TASK INPUT »
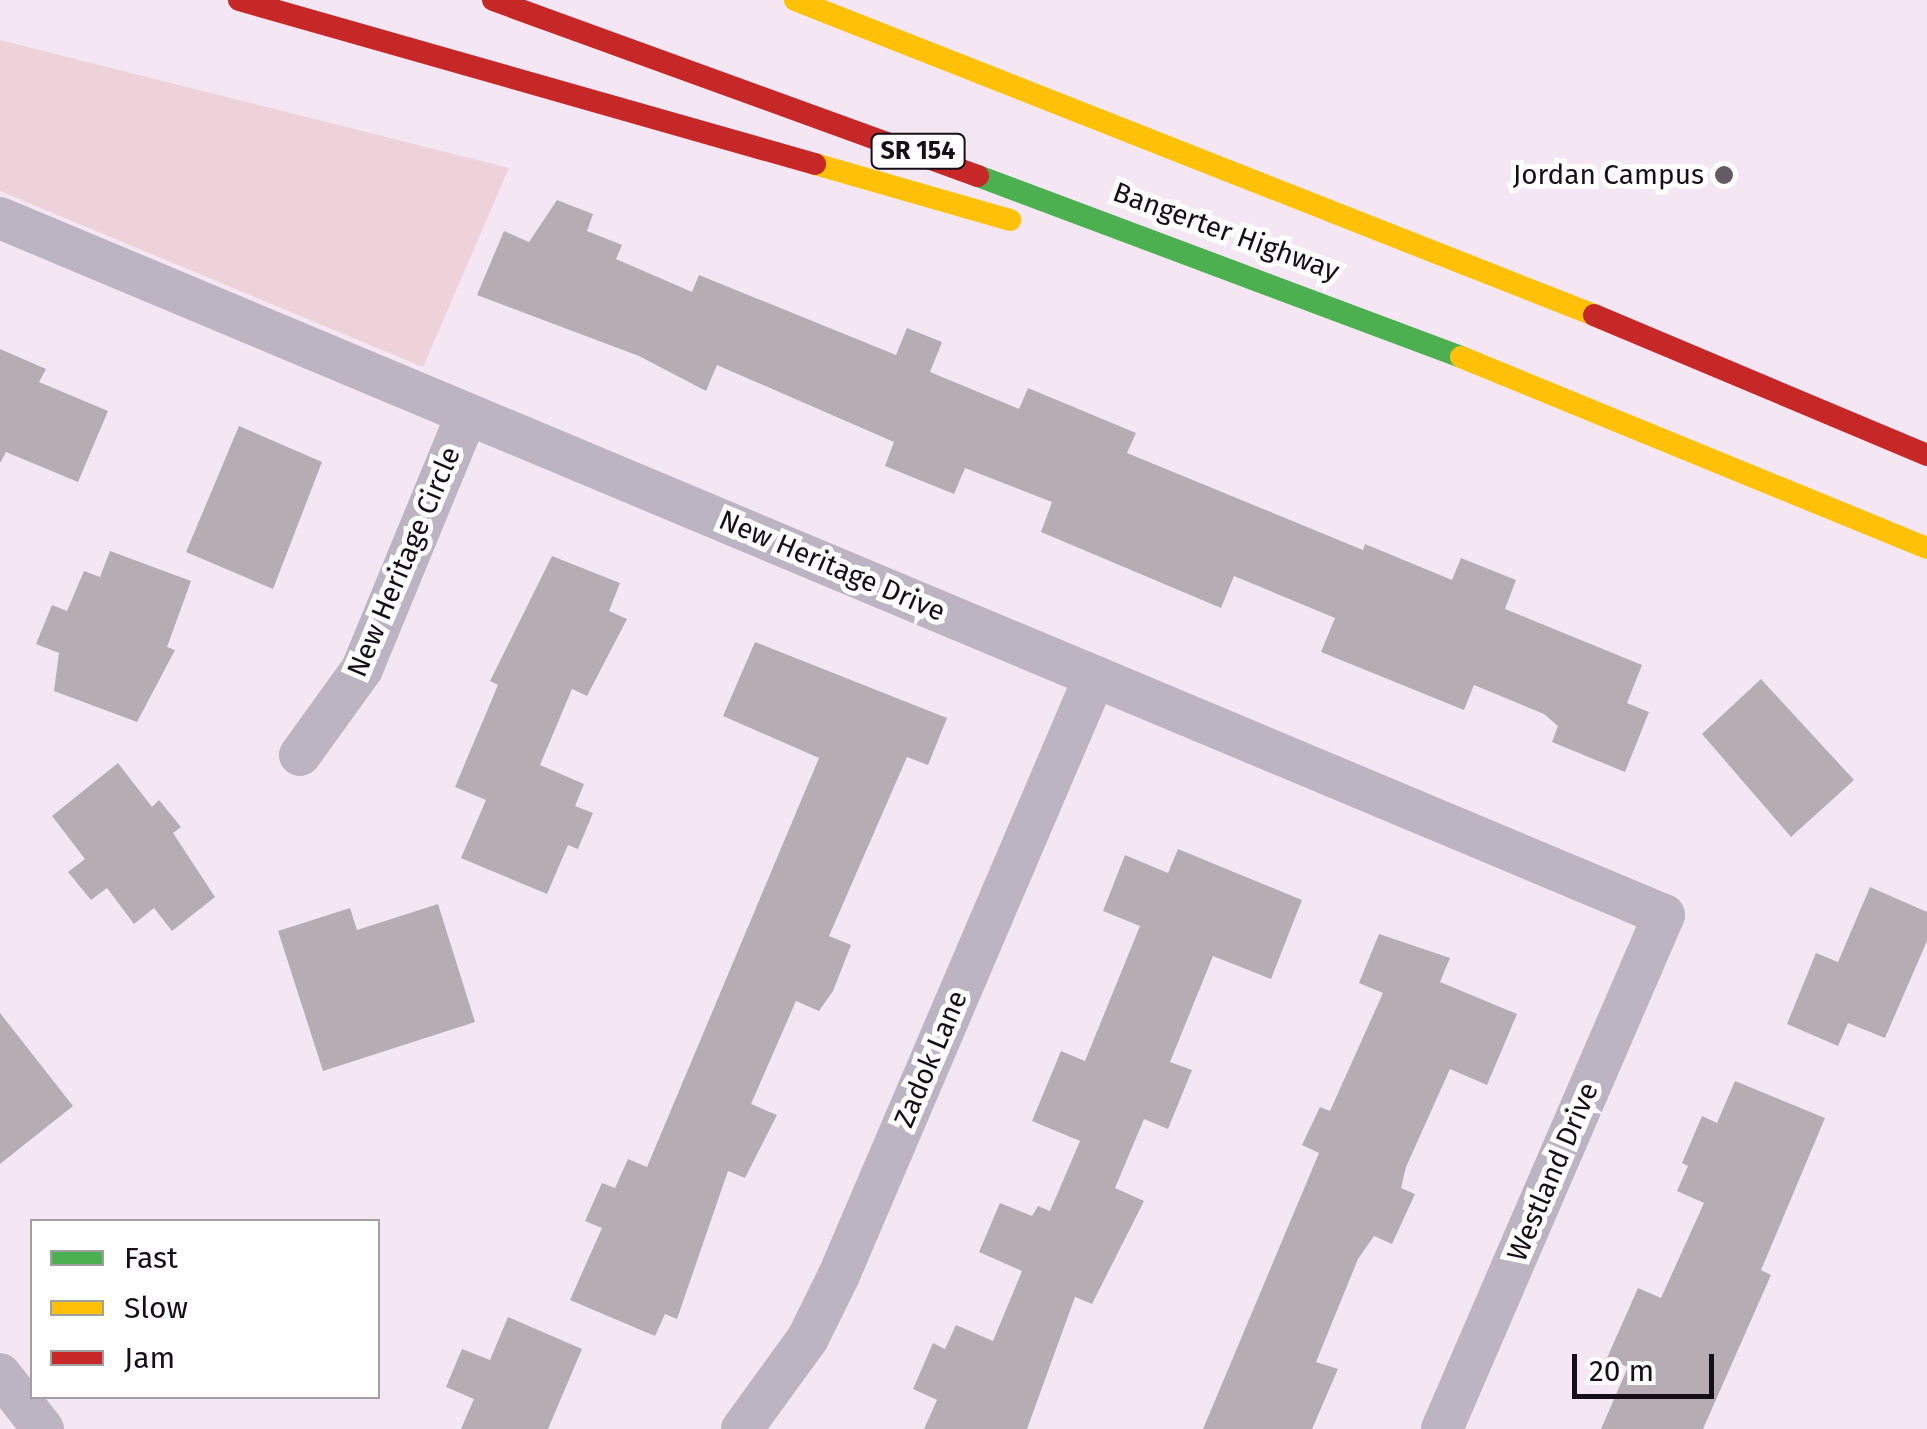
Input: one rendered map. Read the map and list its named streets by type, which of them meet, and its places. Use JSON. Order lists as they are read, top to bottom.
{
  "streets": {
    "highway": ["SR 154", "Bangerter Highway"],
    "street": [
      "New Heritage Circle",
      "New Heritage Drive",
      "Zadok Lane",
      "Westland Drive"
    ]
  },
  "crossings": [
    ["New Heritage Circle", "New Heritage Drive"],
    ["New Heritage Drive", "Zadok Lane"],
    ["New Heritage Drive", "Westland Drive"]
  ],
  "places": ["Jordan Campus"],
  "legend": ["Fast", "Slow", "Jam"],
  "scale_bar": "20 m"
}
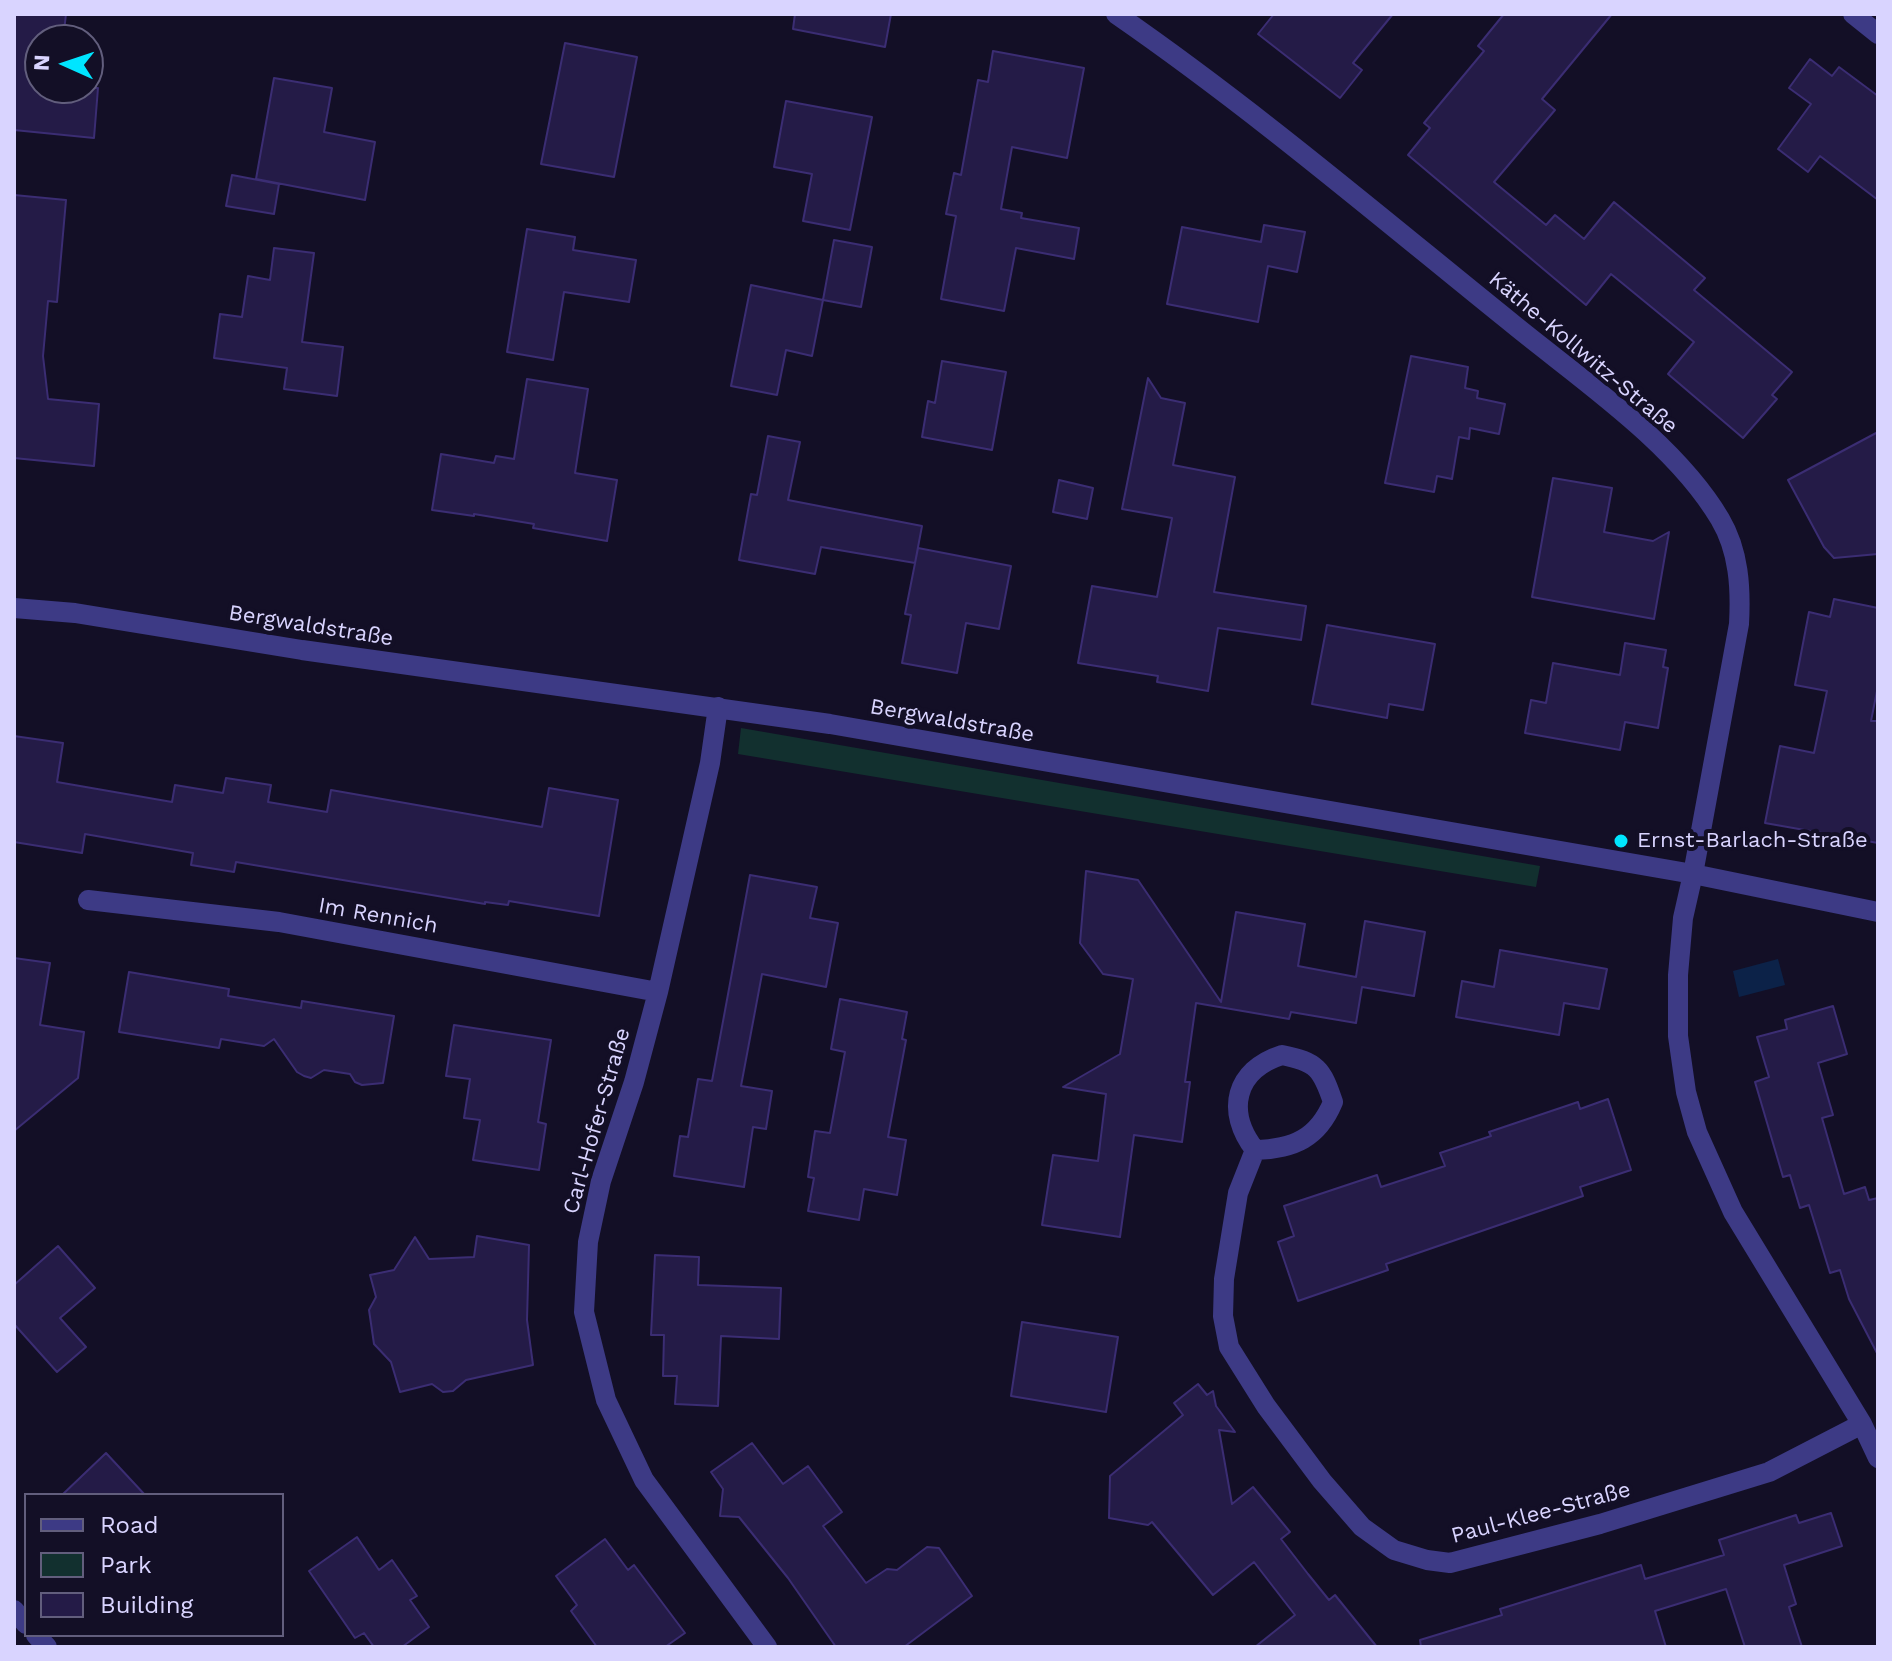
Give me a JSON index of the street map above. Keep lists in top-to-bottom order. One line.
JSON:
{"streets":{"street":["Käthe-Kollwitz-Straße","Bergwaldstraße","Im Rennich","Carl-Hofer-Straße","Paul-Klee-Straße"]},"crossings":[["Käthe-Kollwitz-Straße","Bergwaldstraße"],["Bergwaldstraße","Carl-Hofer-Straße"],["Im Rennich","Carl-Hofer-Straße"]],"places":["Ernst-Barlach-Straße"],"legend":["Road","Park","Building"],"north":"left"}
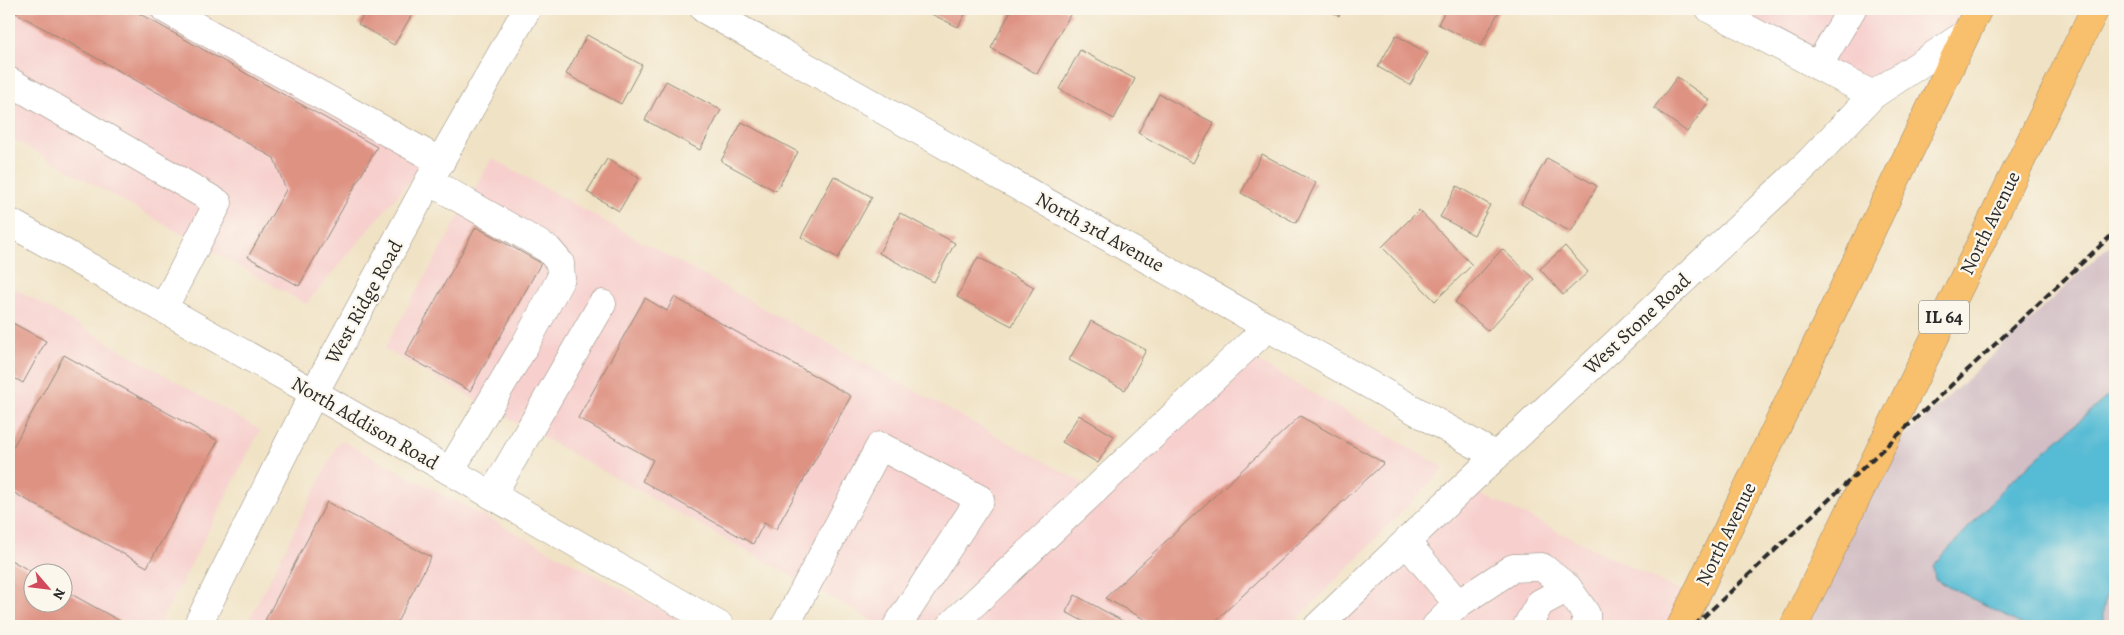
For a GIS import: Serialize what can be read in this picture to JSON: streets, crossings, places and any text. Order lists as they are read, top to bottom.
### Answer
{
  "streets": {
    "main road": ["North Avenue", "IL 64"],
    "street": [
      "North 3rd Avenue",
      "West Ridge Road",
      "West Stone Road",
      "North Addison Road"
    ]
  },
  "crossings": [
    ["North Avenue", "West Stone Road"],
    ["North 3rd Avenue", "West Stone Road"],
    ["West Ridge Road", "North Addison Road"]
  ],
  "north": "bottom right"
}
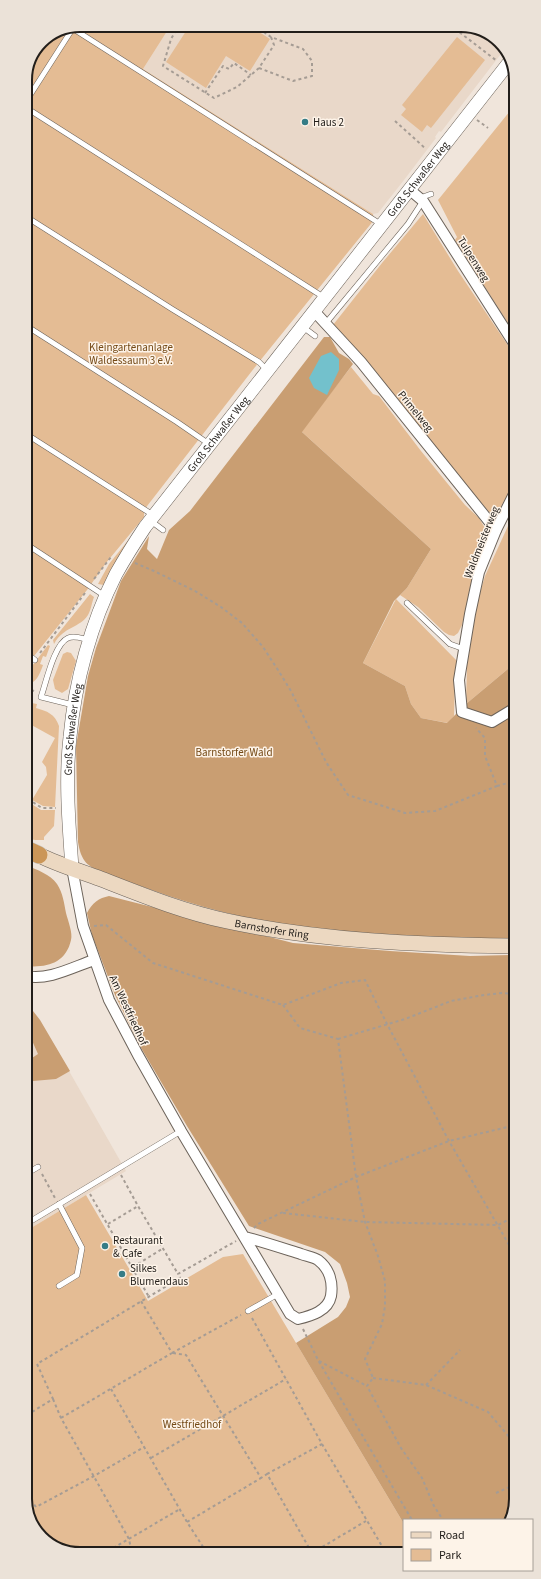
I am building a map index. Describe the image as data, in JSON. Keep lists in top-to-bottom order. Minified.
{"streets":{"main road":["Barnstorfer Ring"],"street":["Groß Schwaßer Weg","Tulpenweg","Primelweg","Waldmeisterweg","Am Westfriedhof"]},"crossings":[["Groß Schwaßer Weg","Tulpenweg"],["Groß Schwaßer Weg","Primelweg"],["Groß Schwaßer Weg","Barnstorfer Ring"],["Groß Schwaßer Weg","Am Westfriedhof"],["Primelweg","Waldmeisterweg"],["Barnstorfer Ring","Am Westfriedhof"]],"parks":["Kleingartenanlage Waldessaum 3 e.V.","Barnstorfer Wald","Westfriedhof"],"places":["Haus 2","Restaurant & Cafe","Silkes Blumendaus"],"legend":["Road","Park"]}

EXERCISE BRIEF »
Reproduce every line above word for word; no images.

WRITTEN SOLUTION »
Input: one rendered map. Read the map and list its named streets by type, which of them meet, and its places. Use JSON. Order lists as they are read, top to bottom.
{
  "streets": {
    "highway": ["SR 154", "Bangerter Highway"],
    "street": [
      "New Heritage Circle",
      "New Heritage Drive",
      "Zadok Lane",
      "Westland Drive"
    ]
  },
  "crossings": [
    ["New Heritage Circle", "New Heritage Drive"],
    ["New Heritage Drive", "Zadok Lane"],
    ["New Heritage Drive", "Westland Drive"]
  ],
  "places": ["Jordan Campus"],
  "legend": ["Fast", "Slow", "Jam"],
  "scale_bar": "20 m"
}
Give me a JSON index of the street map above. Keep lists in top-to-bottom order. One line.
JSON:
{"streets":{"street":["Käthe-Kollwitz-Straße","Bergwaldstraße","Im Rennich","Carl-Hofer-Straße","Paul-Klee-Straße"]},"crossings":[["Käthe-Kollwitz-Straße","Bergwaldstraße"],["Bergwaldstraße","Carl-Hofer-Straße"],["Im Rennich","Carl-Hofer-Straße"]],"places":["Ernst-Barlach-Straße"],"legend":["Road","Park","Building"],"north":"left"}
For a GIS import: Serialize what can be read in this picture to JSON: streets, crossings, places and any text. Order lists as they are read, top to bottom.
### Answer
{
  "streets": {
    "main road": ["North Avenue", "IL 64"],
    "street": [
      "North 3rd Avenue",
      "West Ridge Road",
      "West Stone Road",
      "North Addison Road"
    ]
  },
  "crossings": [
    ["North Avenue", "West Stone Road"],
    ["North 3rd Avenue", "West Stone Road"],
    ["West Ridge Road", "North Addison Road"]
  ],
  "north": "bottom right"
}
I am building a map index. Describe the image as data, in JSON. Keep lists in top-to-bottom order. Minified.
{"streets":{"main road":["Barnstorfer Ring"],"street":["Groß Schwaßer Weg","Tulpenweg","Primelweg","Waldmeisterweg","Am Westfriedhof"]},"crossings":[["Groß Schwaßer Weg","Tulpenweg"],["Groß Schwaßer Weg","Primelweg"],["Groß Schwaßer Weg","Barnstorfer Ring"],["Groß Schwaßer Weg","Am Westfriedhof"],["Primelweg","Waldmeisterweg"],["Barnstorfer Ring","Am Westfriedhof"]],"parks":["Kleingartenanlage Waldessaum 3 e.V.","Barnstorfer Wald","Westfriedhof"],"places":["Haus 2","Restaurant & Cafe","Silkes Blumendaus"],"legend":["Road","Park"]}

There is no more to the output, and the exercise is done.